Trento, minaccia agenti con un coltello in piazza Portela: arrestato e subito espulso

Durante un servizio della Polizia di Stato contro l’immigrazione irregolare, un uomo ha tentato di allontanarsi alla vista degli agenti. Fermato poco dopo, avrebbe minacciato i poliziotti con un coltello e opposto resistenza. È stato arrestato e trasferito in carcere, poi condotto in un centro di permanenza per il rimpatrio

TRENTO. Momenti di tensione nella zona di piazza Portela, dove nella giornata di ieri, venerdì 6 marzo, la Polizia di Stato è stata impegnata in un servizio di controllo mirato al contrasto dell’immigrazione irregolare. Durante le verifiche, dalla sala operativa della Questura di Trento, grazie al supporto delle telecamere di videosorveglianza installate dal Comune, gli operatori hanno notato un uomo che, alla vista delle pattuglie, avrebbe cercato di allontanarsi nascondendo qualcosa.

L’uomo è stato fermato poco dopo da una volante intervenuta sul posto. Secondo quanto riferito dalla polizia, si tratterebbe di un soggetto pluripregiudicato, già condotto in passato in diversi centri di permanenza per il rimpatrio a causa della sua posizione irregolare sul territorio nazionale.

Durante il controllo, l’uomo sarebbe stato trovato in possesso di un coltello con il quale avrebbe minacciato gli agenti. Alla richiesta di consegnare l’arma avrebbe opposto una forte resistenza, costringendo i poliziotti a utilizzare lo spray capsicum in dotazione per immobilizzarlo e riportare la situazione sotto controllo.
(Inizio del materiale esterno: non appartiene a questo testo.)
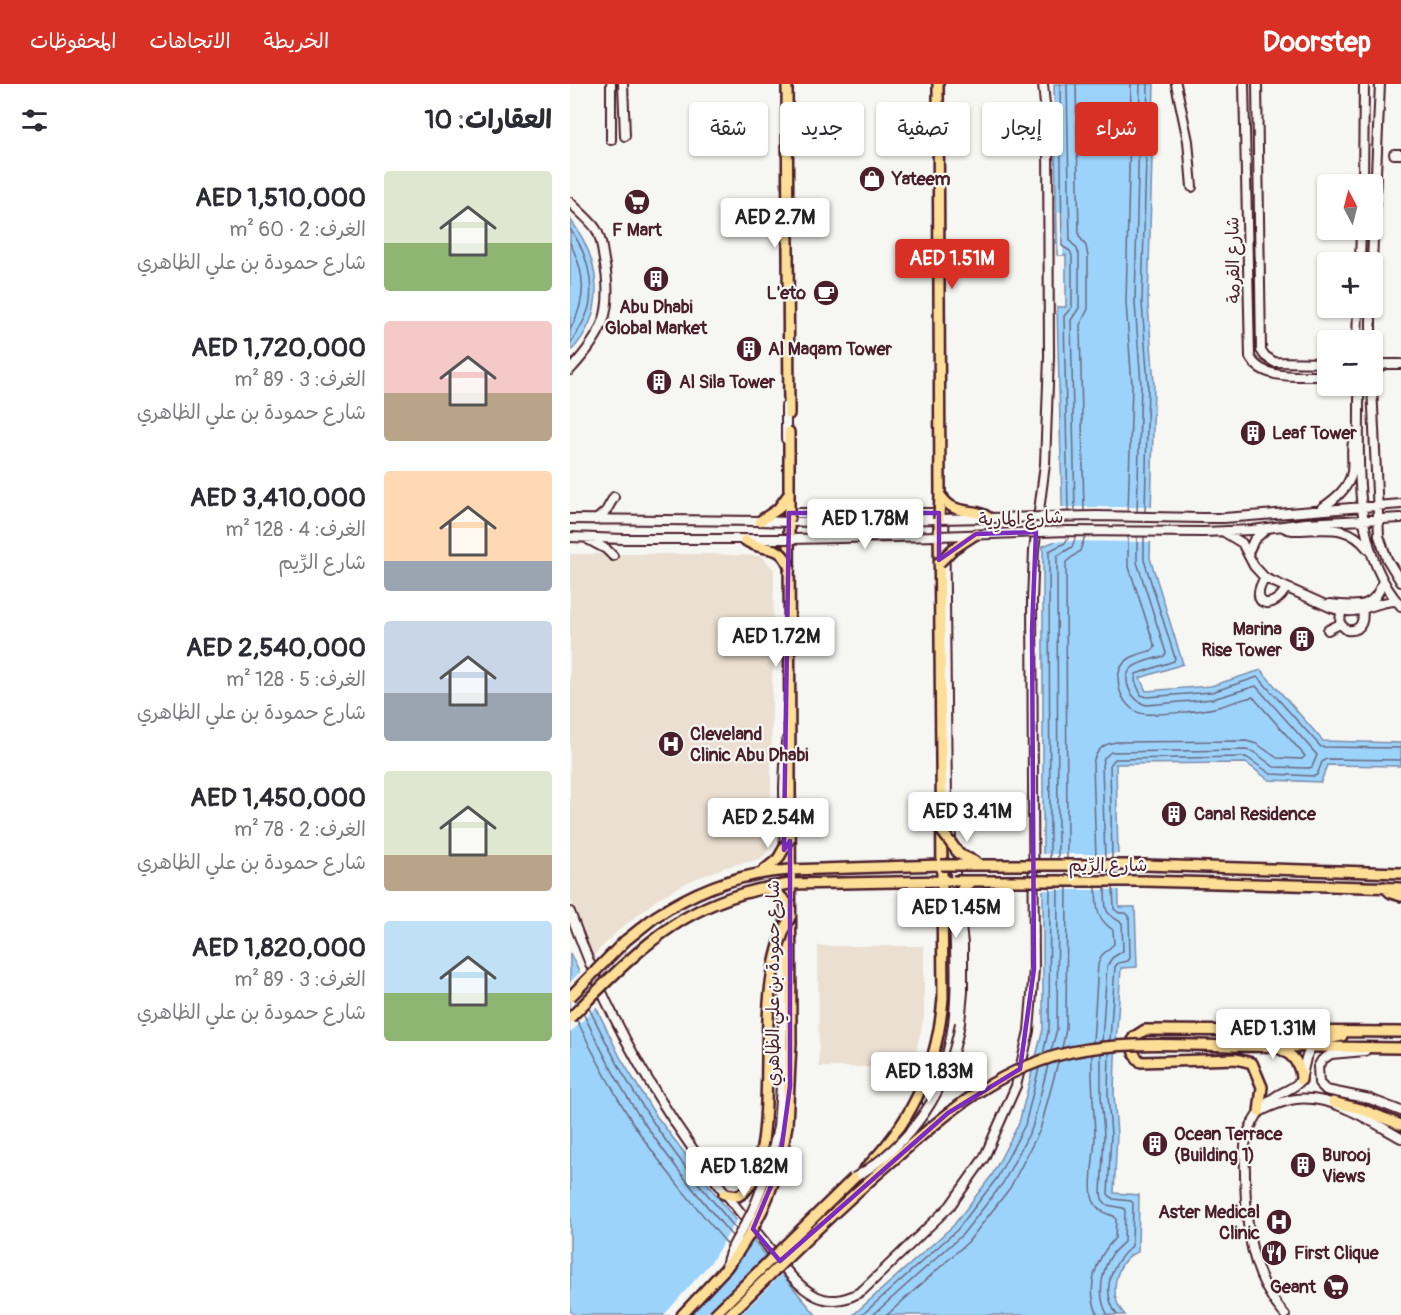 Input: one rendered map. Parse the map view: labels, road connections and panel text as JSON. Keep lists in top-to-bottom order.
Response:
{
  "streets": {
    "main road": ["شارع الرِّيم", "شارع حمودة بن علي الظاهري"],
    "street": ["شارع القرمة", "شارع المارِية"]
  },
  "crossings": [
    ["شارع المارِية", "شارع حمودة بن علي الظاهري"],
    ["شارع الرِّيم", "شارع حمودة بن علي الظاهري"]
  ],
  "places": {
    "shop": ["Yateem"],
    "supermarket": ["F Mart", "Geant"],
    "building": [
      "Abu Dhabi Global Market",
      "Al Maqam Tower",
      "Al Sila Tower",
      "Leaf Tower",
      "Marina Rise Tower",
      "Canal Residence",
      "Ocean Terrace (Building 1)",
      "Burooj Views"
    ],
    "cafe": ["L'eto"],
    "hospital": ["Cleveland Clinic Abu Dhabi", "Aster Medical Clinic"],
    "restaurant": ["First Clique"]
  },
  "north": "top",
  "page": {
    "header": "Doorstep",
    "nav": ["الخريطة", "الاتجاهات", "المحفوظات"],
    "heading": "العقارات: 10",
    "chip": [
      "شراء",
      "إيجار",
      "تصفية",
      "جديد",
      "شقة"
    ],
    "list": [
      {
        "name": "AED 1,510,000",
        "note": "الغرف: 2 · 60 m² · شارع حمودة بن علي الظاهري"
      },
      {
        "name": "AED 1,720,000",
        "note": "الغرف: 3 · 89 m² · شارع حمودة بن علي الظاهري"
      },
      {
        "name": "AED 3,410,000",
        "note": "الغرف: 4 · 128 m² · شارع الرِّيم"
      },
      {
        "name": "AED 2,540,000",
        "note": "الغرف: 5 · 128 m² · شارع حمودة بن علي الظاهري"
      },
      {
        "name": "AED 1,450,000",
        "note": "الغرف: 2 · 78 m² · شارع حمودة بن علي الظاهري"
      },
      {
        "name": "AED 1,820,000",
        "note": "الغرف: 3 · 89 m² · شارع حمودة بن علي الظاهري"
      }
    ],
    "map_buttons": ["+", "−"],
    "price": [
      "AED 2.7M",
      "AED 1.51M",
      "AED 1.78M",
      "AED 1.72M",
      "AED 3.41M",
      "AED 2.54M",
      "AED 1.45M",
      "AED 1.31M",
      "AED 1.83M",
      "AED 1.82M"
    ]
  }
}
Condotto negli uffici della Questura di Trento, l’uomo è stato arrestato con l’accusa di resistenza a pubblico ufficiale e detenzione di armi o oggetti atti ad offendere. Dopo la convalida dell’arresto è stato trasferito nel Cpr di Torino, dove resterà in attesa delle procedure di rimpatrio nel Paese di origine. Come previsto dalla legge, la sua responsabilità penale potrà essere accertata solo con sentenza definitiva.